» **ACTIVITY**
Every line of the entries below that mentions "river" is to be copied out.

┌────────

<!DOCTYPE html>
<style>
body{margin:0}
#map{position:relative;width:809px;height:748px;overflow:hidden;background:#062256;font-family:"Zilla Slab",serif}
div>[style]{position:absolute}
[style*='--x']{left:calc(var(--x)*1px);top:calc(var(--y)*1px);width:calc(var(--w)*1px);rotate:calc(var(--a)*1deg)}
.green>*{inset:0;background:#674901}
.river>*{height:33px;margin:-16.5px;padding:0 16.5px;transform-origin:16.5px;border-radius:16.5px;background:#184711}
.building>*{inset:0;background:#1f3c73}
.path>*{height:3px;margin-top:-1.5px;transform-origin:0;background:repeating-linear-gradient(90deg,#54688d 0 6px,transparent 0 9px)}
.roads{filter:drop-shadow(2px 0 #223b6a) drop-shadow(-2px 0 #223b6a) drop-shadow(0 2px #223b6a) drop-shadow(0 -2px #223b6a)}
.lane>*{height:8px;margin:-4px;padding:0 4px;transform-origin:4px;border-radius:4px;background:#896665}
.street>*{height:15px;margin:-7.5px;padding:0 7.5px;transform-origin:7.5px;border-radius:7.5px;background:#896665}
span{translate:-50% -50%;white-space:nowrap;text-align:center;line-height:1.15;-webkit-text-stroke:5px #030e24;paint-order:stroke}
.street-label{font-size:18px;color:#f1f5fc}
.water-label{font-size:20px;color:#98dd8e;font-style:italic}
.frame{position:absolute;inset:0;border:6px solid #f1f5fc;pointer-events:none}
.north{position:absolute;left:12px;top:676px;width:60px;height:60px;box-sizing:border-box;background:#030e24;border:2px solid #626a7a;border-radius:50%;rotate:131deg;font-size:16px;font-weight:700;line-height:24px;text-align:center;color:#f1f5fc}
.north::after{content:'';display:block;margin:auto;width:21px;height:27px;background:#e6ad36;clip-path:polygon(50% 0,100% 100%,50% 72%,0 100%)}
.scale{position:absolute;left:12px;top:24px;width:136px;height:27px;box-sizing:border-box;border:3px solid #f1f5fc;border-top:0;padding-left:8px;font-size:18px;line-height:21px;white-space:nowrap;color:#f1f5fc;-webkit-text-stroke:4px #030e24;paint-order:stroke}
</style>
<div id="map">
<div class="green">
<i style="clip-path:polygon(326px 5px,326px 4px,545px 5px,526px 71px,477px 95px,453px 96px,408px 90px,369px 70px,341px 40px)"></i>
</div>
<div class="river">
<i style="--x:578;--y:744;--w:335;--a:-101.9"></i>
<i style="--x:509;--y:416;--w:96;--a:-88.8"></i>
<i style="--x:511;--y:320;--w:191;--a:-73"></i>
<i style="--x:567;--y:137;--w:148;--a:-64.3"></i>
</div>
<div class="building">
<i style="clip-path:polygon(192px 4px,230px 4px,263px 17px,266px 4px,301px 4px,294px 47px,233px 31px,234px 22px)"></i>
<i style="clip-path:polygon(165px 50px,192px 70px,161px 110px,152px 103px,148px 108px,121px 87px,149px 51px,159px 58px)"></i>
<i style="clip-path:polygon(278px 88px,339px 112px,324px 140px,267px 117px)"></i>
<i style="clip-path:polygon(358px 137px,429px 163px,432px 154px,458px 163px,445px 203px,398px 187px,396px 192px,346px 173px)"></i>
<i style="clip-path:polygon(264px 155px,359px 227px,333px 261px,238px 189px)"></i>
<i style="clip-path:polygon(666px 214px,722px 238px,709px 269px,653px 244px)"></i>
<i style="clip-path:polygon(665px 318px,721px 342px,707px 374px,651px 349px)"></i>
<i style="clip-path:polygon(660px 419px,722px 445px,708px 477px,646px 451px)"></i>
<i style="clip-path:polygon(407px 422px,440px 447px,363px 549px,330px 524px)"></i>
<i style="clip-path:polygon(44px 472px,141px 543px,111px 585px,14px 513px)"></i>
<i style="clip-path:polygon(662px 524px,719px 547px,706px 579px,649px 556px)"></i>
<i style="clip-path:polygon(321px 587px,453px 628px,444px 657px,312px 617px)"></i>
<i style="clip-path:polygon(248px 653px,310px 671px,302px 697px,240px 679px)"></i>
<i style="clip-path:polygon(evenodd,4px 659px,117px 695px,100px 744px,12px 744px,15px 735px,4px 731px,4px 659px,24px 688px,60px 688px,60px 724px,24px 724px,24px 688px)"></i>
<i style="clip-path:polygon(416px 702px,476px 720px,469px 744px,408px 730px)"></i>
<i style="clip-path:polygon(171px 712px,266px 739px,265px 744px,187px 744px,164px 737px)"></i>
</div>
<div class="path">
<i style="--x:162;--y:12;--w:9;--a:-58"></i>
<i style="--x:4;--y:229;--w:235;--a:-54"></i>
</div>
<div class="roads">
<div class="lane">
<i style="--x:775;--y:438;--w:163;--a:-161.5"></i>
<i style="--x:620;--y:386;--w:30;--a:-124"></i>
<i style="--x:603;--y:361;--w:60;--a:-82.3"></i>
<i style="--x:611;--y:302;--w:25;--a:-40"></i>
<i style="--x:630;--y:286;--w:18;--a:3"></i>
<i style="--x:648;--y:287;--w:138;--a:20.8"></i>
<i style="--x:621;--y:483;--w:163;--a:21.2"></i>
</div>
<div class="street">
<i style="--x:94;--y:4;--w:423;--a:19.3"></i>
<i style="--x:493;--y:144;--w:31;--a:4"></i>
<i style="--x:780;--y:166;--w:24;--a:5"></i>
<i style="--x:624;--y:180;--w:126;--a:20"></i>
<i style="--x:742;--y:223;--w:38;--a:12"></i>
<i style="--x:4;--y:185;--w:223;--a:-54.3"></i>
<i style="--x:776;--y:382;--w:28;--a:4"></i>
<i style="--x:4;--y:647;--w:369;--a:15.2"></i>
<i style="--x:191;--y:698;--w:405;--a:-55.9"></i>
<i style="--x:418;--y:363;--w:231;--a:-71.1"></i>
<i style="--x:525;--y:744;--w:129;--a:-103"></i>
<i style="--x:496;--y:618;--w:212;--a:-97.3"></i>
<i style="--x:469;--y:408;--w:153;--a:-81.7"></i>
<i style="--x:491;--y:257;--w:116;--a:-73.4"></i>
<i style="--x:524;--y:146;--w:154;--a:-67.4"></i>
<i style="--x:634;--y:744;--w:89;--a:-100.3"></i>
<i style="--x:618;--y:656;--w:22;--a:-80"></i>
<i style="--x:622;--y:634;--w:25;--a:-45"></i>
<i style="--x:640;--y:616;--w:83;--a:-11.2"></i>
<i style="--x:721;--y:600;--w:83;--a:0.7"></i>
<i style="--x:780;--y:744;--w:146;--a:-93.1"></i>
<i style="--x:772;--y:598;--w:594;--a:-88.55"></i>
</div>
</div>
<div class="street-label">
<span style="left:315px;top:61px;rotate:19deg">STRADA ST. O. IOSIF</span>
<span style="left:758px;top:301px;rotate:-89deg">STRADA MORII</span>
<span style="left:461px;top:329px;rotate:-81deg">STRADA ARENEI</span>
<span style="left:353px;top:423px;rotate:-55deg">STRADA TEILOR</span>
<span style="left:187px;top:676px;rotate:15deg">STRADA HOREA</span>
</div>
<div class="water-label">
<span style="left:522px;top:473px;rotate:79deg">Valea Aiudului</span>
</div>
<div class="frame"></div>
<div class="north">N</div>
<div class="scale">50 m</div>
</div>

└────────

» **TASK RESULT**
.river>*{height:33px;margin:-16.5px;padding:0 16.5px;transform-origin:16.5px;border-radius:16.5px;background:#184711}
<div class="river">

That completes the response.